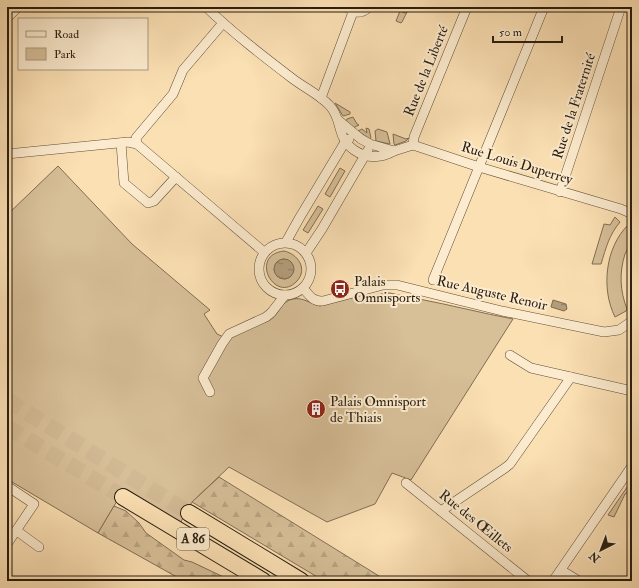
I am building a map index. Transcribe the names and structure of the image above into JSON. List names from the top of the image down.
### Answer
{
  "streets": {
    "highway": ["A 86"],
    "street": [
      "Rue de la Liberté",
      "Rue de la Fraternité",
      "Rue Louis Duperrey",
      "Rue Auguste Renoir",
      "Rue des Œillets"
    ]
  },
  "crossings": [
    ["Rue de la Liberté", "Rue Louis Duperrey"],
    ["Rue de la Fraternité", "Rue Louis Duperrey"]
  ],
  "places": {
    "bus stop": ["Palais Omnisports"],
    "building": ["Palais Omnisport de Thiais"]
  },
  "legend": ["Road", "Park"],
  "scale_bar": "50 m",
  "north": "bottom left"
}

★ ★ ★ ★ ★

### [Work task]
Print the entries above exactly, leaving pictures out.

### [Exercise output]
I am building a map index. Transcribe the names and structure of the image above into JSON. List names from the top of the image down.
### Answer
{
  "streets": {
    "highway": ["A 86"],
    "street": [
      "Rue de la Liberté",
      "Rue de la Fraternité",
      "Rue Louis Duperrey",
      "Rue Auguste Renoir",
      "Rue des Œillets"
    ]
  },
  "crossings": [
    ["Rue de la Liberté", "Rue Louis Duperrey"],
    ["Rue de la Fraternité", "Rue Louis Duperrey"]
  ],
  "places": {
    "bus stop": ["Palais Omnisports"],
    "building": ["Palais Omnisport de Thiais"]
  },
  "legend": ["Road", "Park"],
  "scale_bar": "50 m",
  "north": "bottom left"
}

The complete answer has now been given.